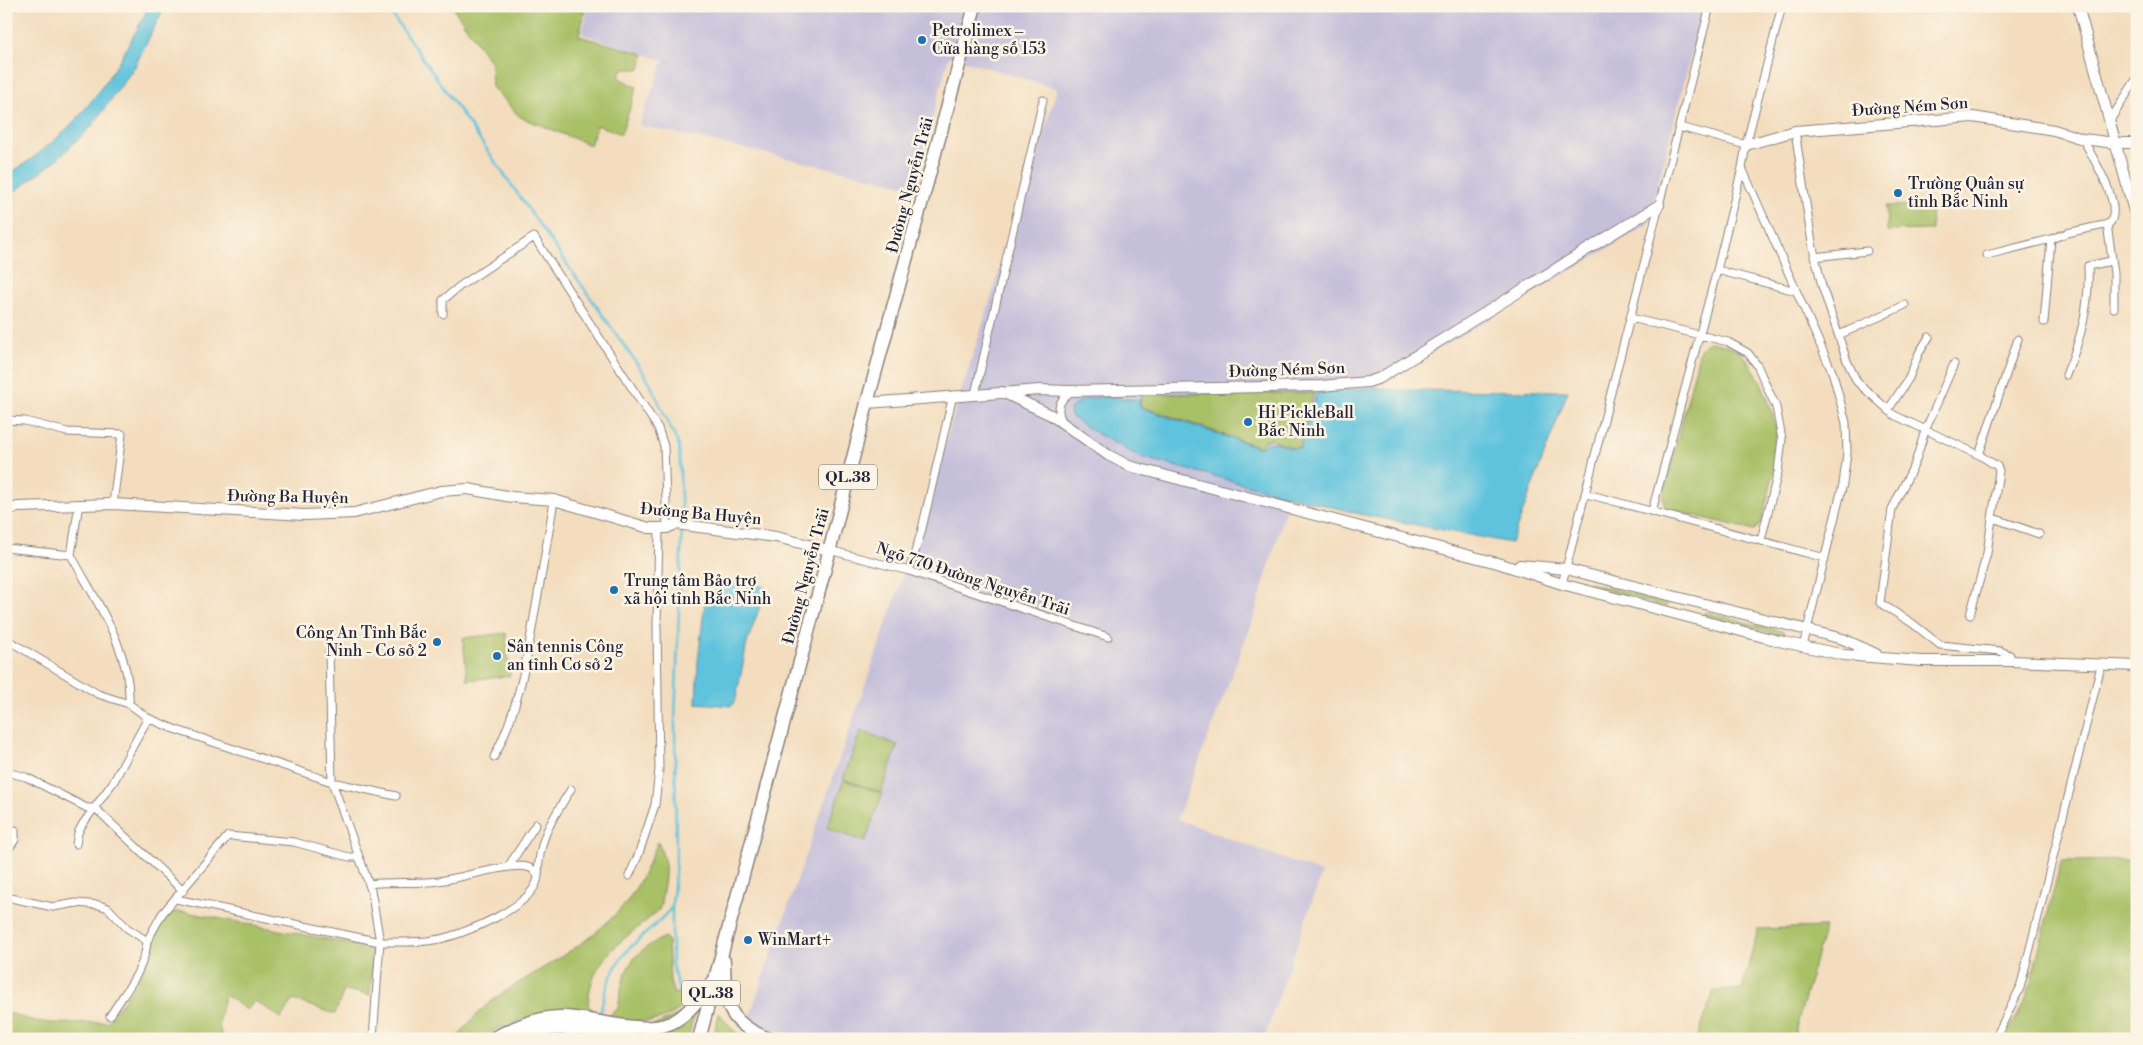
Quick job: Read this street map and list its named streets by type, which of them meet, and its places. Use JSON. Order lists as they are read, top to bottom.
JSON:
{
  "streets": {
    "highway": ["Đường Nguyễn Trãi", "QL.38"],
    "street": ["Đường Ném Sơn", "Đường Ba Huyện", "Ngõ 770 Đường Nguyễn Trãi"]
  },
  "crossings": [
    ["Đường Ném Sơn", "Đường Nguyễn Trãi"],
    ["Đường Nguyễn Trãi", "Đường Ba Huyện"],
    ["Đường Nguyễn Trãi", "Ngõ 770 Đường Nguyễn Trãi"],
    ["Đường Ba Huyện", "Ngõ 770 Đường Nguyễn Trãi"]
  ],
  "places": [
    "Petrolimex – Cửa hàng số 153",
    "Trường Quân sự tỉnh Bắc Ninh",
    "Hi PickleBall Bắc Ninh",
    "Trung tâm Bảo trợ xã hội tỉnh Bắc Ninh",
    "Công An Tỉnh Bắc Ninh - Cơ sở 2",
    "Sân tennis Công an tỉnh Cơ sở 2",
    "WinMart+"
  ]
}
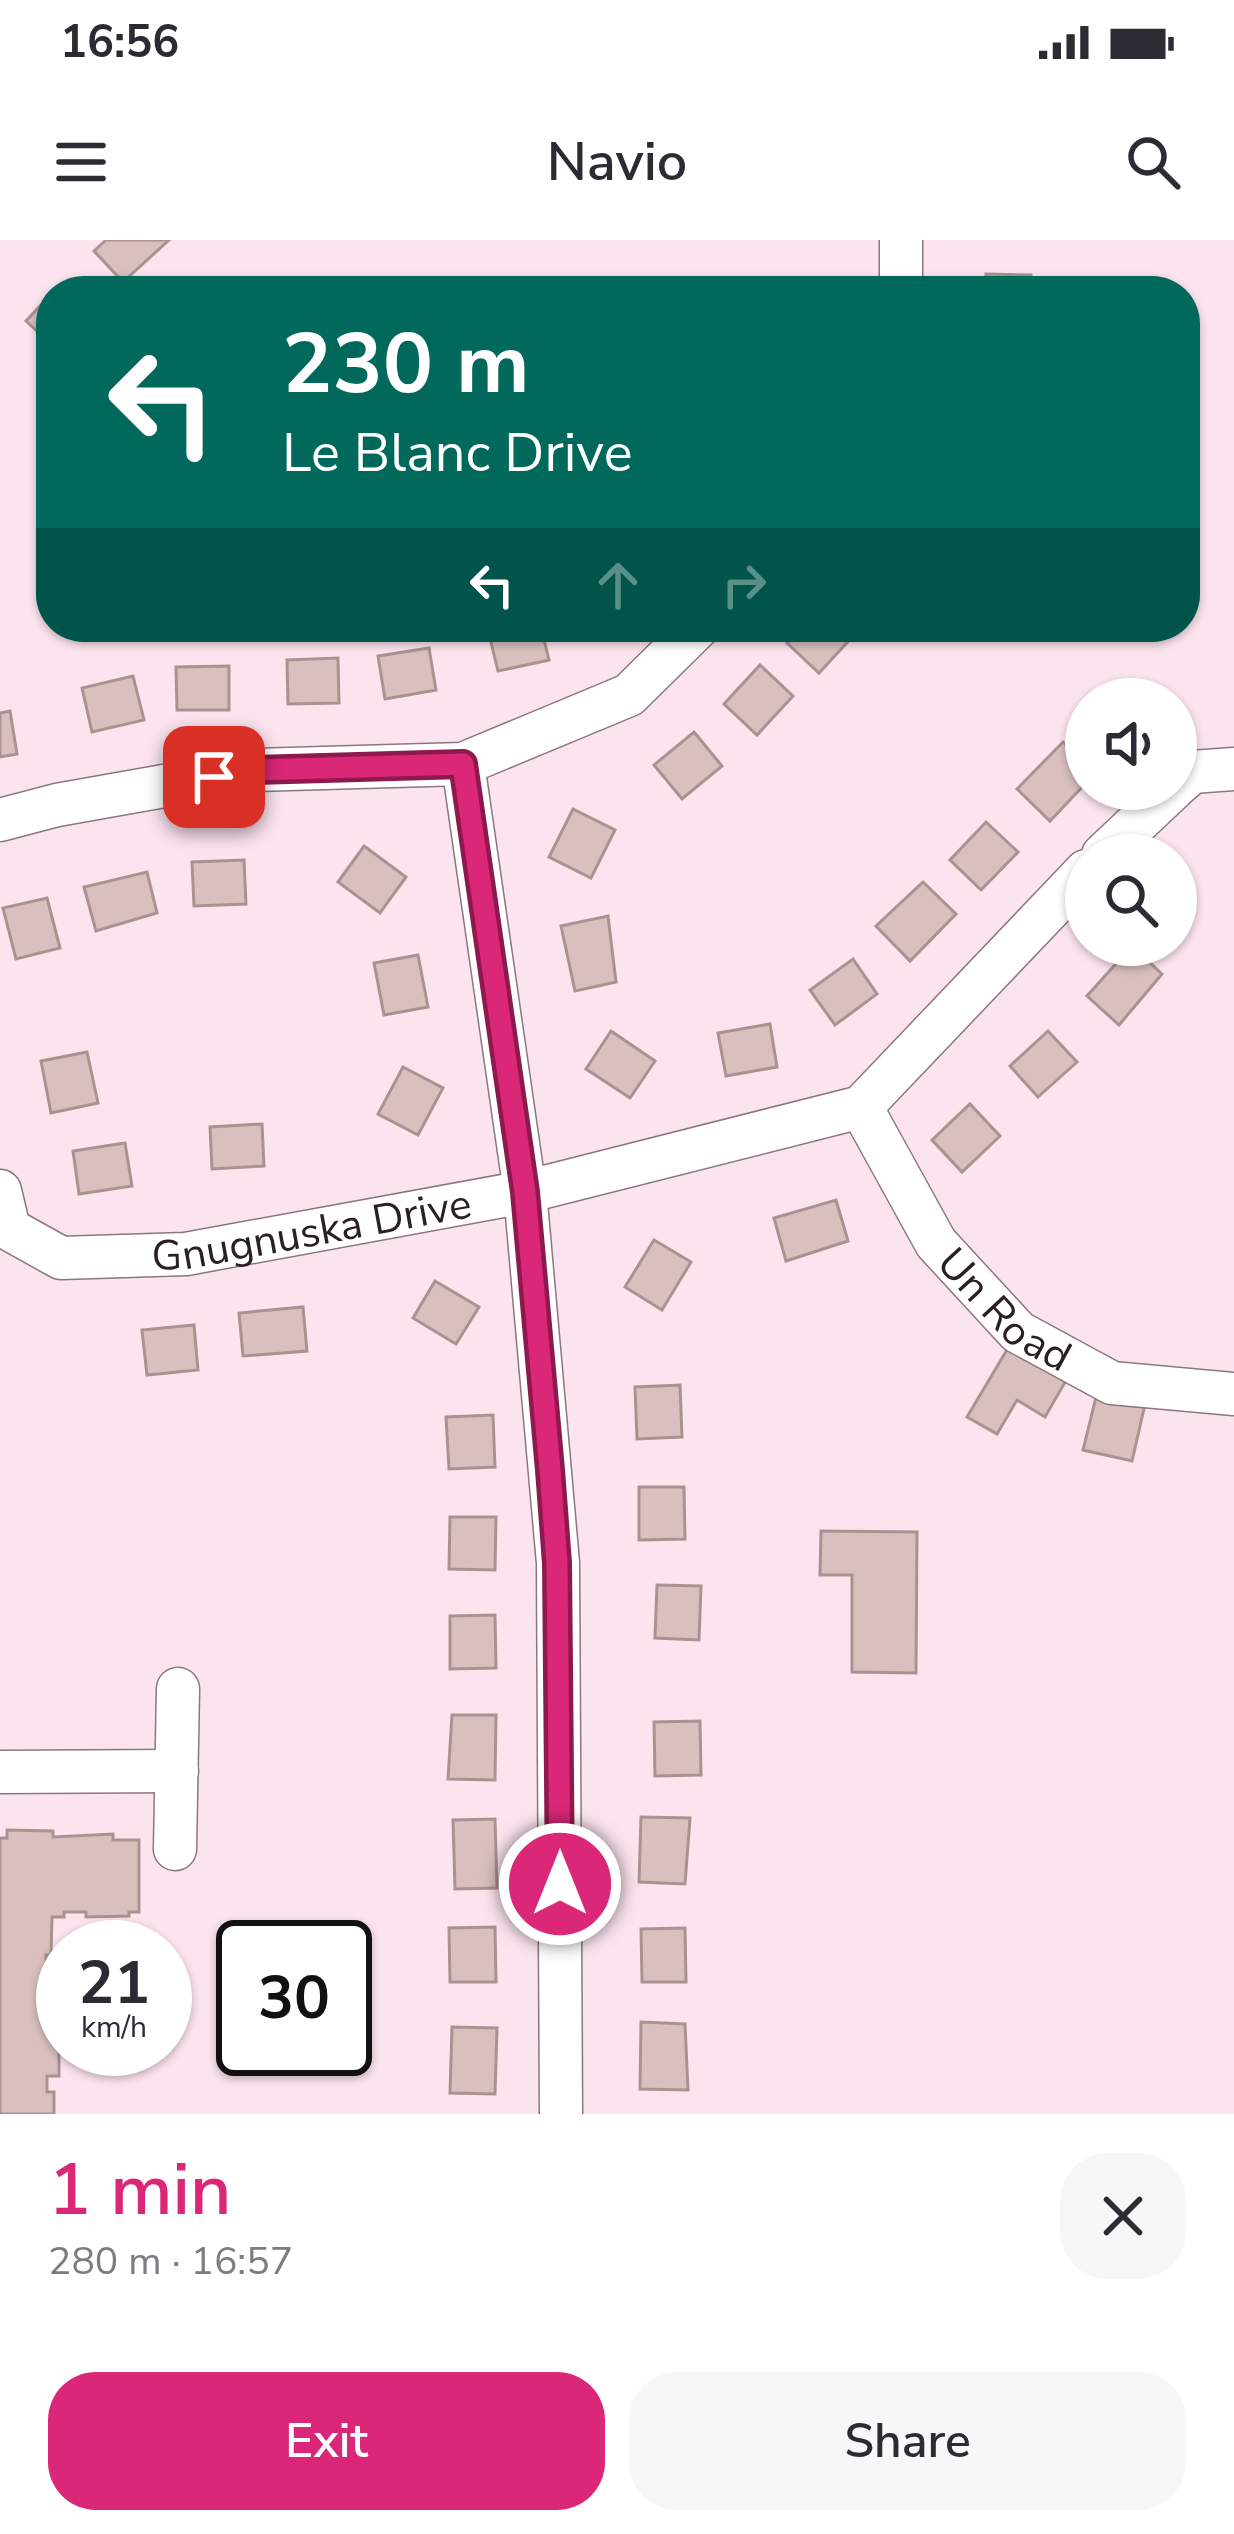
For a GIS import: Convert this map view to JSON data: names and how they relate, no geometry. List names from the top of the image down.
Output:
{
  "streets": {
    "street": ["Gnugnuska Drive", "Un Road"]
  },
  "crossings": [
    ["Gnugnuska Drive", "Un Road"]
  ],
  "page": {
    "status": "16:56",
    "header": "Navio",
    "turn": ["230 m", "Le Blanc Drive"],
    "speed": "21 km/h",
    "limit": "30",
    "heading": ["1 min", "280 m · 16:57"],
    "buttons": ["Exit", "Share"]
  }
}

-=-=-

▶ _Activity_:
Determine how many lines of the data contain the word "this", and reply with that number only.

▶ _Output_:
2